[v7 01/16] mm/zone_device: support large zone device private folios

Balbir Singh posted 16 patches 14 hours ago
[v7 01/16] mm/zone_device: support large zone device private folios
Posted by Balbir Singh 14 hours ago
Add routines to support allocation of large order zone device folios
and helper functions for zone device folios, to check if a folio is
device private and helpers for setting zone device data.

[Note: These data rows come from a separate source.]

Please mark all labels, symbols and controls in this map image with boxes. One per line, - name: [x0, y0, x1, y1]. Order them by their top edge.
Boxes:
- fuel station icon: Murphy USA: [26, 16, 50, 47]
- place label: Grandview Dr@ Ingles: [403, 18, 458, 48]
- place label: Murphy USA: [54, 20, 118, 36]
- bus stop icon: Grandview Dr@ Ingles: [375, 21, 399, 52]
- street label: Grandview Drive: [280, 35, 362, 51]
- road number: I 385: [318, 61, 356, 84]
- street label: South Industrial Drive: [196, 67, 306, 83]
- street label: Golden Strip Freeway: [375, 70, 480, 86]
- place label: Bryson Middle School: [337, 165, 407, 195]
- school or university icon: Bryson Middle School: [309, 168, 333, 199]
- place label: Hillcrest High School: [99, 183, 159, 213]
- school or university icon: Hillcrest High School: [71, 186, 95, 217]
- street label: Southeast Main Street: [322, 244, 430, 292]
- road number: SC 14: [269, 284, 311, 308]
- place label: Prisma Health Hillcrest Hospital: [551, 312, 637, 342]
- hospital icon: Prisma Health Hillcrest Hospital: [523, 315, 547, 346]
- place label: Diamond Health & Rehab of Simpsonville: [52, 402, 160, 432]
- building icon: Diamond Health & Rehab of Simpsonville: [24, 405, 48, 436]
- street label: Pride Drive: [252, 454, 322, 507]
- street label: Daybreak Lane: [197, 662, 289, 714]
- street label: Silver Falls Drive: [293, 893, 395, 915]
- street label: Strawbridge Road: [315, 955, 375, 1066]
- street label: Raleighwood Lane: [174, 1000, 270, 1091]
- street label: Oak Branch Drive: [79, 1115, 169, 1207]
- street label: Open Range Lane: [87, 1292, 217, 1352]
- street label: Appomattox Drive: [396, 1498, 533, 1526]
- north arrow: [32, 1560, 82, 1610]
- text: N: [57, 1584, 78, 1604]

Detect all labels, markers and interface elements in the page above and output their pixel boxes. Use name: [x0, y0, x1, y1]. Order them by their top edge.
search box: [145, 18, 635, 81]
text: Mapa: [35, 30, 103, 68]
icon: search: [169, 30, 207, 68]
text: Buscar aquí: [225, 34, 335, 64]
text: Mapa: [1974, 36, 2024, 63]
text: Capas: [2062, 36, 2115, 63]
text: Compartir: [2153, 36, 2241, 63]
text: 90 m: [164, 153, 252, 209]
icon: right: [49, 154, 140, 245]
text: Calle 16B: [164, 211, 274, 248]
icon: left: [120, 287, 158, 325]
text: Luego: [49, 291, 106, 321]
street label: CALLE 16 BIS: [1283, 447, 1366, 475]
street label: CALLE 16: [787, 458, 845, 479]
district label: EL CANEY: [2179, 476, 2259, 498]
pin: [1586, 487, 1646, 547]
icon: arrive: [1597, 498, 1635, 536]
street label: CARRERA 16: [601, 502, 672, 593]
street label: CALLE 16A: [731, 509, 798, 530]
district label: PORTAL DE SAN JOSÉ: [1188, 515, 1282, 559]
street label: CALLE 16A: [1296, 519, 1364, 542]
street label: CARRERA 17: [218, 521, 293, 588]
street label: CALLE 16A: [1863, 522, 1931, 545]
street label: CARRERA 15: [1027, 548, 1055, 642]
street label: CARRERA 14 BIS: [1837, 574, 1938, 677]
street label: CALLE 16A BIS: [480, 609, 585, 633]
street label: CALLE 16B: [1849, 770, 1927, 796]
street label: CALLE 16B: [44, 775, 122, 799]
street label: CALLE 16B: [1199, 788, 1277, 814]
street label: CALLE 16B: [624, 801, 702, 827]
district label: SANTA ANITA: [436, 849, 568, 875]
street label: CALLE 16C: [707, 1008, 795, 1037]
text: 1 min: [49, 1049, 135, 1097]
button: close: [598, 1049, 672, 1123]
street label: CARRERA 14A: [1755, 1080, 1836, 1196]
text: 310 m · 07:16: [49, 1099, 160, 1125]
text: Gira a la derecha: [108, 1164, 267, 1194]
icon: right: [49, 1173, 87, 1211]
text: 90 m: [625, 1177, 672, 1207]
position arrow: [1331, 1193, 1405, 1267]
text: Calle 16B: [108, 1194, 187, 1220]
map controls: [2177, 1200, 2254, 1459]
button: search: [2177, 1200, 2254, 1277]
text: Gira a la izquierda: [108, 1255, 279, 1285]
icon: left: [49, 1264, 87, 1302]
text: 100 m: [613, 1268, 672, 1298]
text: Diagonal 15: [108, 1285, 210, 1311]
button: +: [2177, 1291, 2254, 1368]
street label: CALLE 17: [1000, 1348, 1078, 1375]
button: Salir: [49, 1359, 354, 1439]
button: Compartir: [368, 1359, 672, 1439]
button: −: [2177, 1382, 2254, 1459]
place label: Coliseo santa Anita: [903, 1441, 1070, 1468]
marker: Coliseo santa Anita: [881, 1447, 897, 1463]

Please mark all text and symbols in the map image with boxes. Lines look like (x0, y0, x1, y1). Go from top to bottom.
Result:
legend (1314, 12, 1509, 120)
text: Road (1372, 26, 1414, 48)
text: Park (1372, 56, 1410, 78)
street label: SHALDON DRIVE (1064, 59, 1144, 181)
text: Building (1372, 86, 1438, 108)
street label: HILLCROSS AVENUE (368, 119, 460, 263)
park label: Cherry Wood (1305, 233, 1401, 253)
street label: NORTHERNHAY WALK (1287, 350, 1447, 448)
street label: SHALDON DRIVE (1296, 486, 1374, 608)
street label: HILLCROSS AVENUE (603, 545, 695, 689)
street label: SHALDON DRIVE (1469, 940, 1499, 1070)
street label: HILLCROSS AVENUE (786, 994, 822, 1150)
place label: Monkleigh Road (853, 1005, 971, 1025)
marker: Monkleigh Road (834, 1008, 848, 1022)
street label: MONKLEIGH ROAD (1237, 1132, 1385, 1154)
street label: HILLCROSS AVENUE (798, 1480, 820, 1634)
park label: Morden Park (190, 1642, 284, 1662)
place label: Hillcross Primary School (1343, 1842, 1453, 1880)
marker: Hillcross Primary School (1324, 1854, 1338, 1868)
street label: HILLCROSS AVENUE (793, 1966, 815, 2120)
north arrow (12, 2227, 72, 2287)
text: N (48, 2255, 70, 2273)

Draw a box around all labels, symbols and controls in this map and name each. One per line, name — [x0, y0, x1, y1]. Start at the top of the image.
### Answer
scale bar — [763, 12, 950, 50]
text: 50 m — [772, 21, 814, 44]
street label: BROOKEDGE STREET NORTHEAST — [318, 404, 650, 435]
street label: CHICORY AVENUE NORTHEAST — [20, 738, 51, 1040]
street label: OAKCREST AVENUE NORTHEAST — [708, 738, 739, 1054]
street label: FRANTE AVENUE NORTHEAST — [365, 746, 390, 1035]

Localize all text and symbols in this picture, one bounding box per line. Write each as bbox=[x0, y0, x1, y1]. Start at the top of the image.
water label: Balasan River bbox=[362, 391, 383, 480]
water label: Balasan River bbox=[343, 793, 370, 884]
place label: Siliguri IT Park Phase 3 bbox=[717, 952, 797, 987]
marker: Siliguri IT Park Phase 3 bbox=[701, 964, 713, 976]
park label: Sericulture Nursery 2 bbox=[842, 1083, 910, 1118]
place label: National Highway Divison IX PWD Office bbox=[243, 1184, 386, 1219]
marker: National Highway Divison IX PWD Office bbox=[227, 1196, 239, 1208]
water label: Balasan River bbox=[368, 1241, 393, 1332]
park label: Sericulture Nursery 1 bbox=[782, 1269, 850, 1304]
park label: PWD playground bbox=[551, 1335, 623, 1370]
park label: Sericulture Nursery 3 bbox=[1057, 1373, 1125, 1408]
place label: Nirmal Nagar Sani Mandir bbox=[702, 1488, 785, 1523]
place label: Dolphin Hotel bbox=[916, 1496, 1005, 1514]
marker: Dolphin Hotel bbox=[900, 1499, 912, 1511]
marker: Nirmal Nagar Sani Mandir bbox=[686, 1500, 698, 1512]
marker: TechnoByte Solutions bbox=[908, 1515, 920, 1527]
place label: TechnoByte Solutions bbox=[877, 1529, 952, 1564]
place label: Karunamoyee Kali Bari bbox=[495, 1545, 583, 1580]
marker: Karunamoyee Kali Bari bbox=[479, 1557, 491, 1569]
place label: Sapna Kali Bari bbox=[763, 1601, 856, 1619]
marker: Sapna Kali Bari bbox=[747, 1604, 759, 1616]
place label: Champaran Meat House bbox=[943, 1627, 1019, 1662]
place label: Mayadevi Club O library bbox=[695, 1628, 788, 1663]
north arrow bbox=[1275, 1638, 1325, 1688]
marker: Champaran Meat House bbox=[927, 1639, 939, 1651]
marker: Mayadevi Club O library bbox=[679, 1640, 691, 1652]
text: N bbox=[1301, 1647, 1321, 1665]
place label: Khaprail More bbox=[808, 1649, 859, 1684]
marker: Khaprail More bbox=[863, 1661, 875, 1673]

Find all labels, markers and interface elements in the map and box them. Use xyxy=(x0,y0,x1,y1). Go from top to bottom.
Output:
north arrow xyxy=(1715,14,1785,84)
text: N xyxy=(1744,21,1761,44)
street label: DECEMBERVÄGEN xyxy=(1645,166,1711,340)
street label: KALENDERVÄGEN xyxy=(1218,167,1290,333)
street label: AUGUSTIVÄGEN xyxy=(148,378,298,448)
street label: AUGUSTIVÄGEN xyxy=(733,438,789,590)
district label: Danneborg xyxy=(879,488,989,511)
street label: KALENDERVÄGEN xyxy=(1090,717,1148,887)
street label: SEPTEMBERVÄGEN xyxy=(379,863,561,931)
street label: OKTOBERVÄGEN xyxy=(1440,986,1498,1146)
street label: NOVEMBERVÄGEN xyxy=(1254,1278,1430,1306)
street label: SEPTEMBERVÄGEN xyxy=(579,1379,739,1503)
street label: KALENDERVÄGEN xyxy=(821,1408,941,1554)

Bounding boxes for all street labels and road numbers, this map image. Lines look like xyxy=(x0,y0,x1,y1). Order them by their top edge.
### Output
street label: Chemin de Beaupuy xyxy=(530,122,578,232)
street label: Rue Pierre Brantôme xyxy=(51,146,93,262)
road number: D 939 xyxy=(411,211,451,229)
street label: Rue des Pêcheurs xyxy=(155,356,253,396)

When large folios are used, the existing page_free() callback in
pgmap is called when the folio is freed, this is true for both
PAGE_SIZE and higher order pages.

Zone device private large folios do not support deferred split and
scan like normal THP folios.

Signed-off-by: Balbir Singh <balbirs@nvidia.com>
Cc: David Hildenbrand <david@redhat.com>
Cc: Zi Yan <ziy@nvidia.com>
Cc: Joshua Hahn <joshua.hahnjy@gmail.com>
Cc: Rakie Kim <rakie.kim@sk.com>
Cc: Byungchul Park <byungchul@sk.com>
Cc: Gregory Price <gourry@gourry.net>
Cc: Ying Huang <ying.huang@linux.alibaba.com>
Cc: Alistair Popple <apopple@nvidia.com>
Cc: Oscar Salvador <osalvador@suse.de>
Cc: Lorenzo Stoakes <lorenzo.stoakes@oracle.com>
Cc: Baolin Wang <baolin.wang@linux.alibaba.com>
Cc: "Liam R. Howlett" <Liam.Howlett@oracle.com>
Cc: Nico Pache <npache@redhat.com>
Cc: Ryan Roberts <ryan.roberts@arm.com>
Cc: Dev Jain <dev.jain@arm.com>
Cc: Barry Song <baohua@kernel.org>
Cc: Lyude Paul <lyude@redhat.com>
Cc: Danilo Krummrich <dakr@kernel.org>
Cc: David Airlie <airlied@gmail.com>
Cc: Simona Vetter <simona@ffwll.ch>
Cc: Ralph Campbell <rcampbell@nvidia.com>
Cc: Mika Penttilä <mpenttil@redhat.com>
Cc: Matthew Brost <matthew.brost@intel.com>
Cc: Francois Dugast <francois.dugast@intel.com>
Cc: Madhavan Srinivasan <maddy@linux.ibm.com>
Cc: Christophe Leroy <christophe.leroy@csgroup.eu>
Cc: Felix Kuehling <Felix.Kuehling@amd.com>
Cc: Alex Deucher <alexander.deucher@amd.com>
Cc: "Christian König" <christian.koenig@amd.com>
Cc: Andrew Morton <akpm@linux-foundation.org>
---
 arch/powerpc/kvm/book3s_hv_uvmem.c       |  2 +-
 drivers/gpu/drm/amd/amdkfd/kfd_migrate.c |  2 +-
 drivers/gpu/drm/drm_pagemap.c            |  2 +-
 drivers/gpu/drm/nouveau/nouveau_dmem.c   |  2 +-
 include/linux/memremap.h                 | 10 ++++++++-
 lib/test_hmm.c                           |  2 +-
 mm/memremap.c                            | 26 ++++++++++++++----------
 mm/rmap.c                                |  6 +++++-
 8 files changed, 34 insertions(+), 18 deletions(-)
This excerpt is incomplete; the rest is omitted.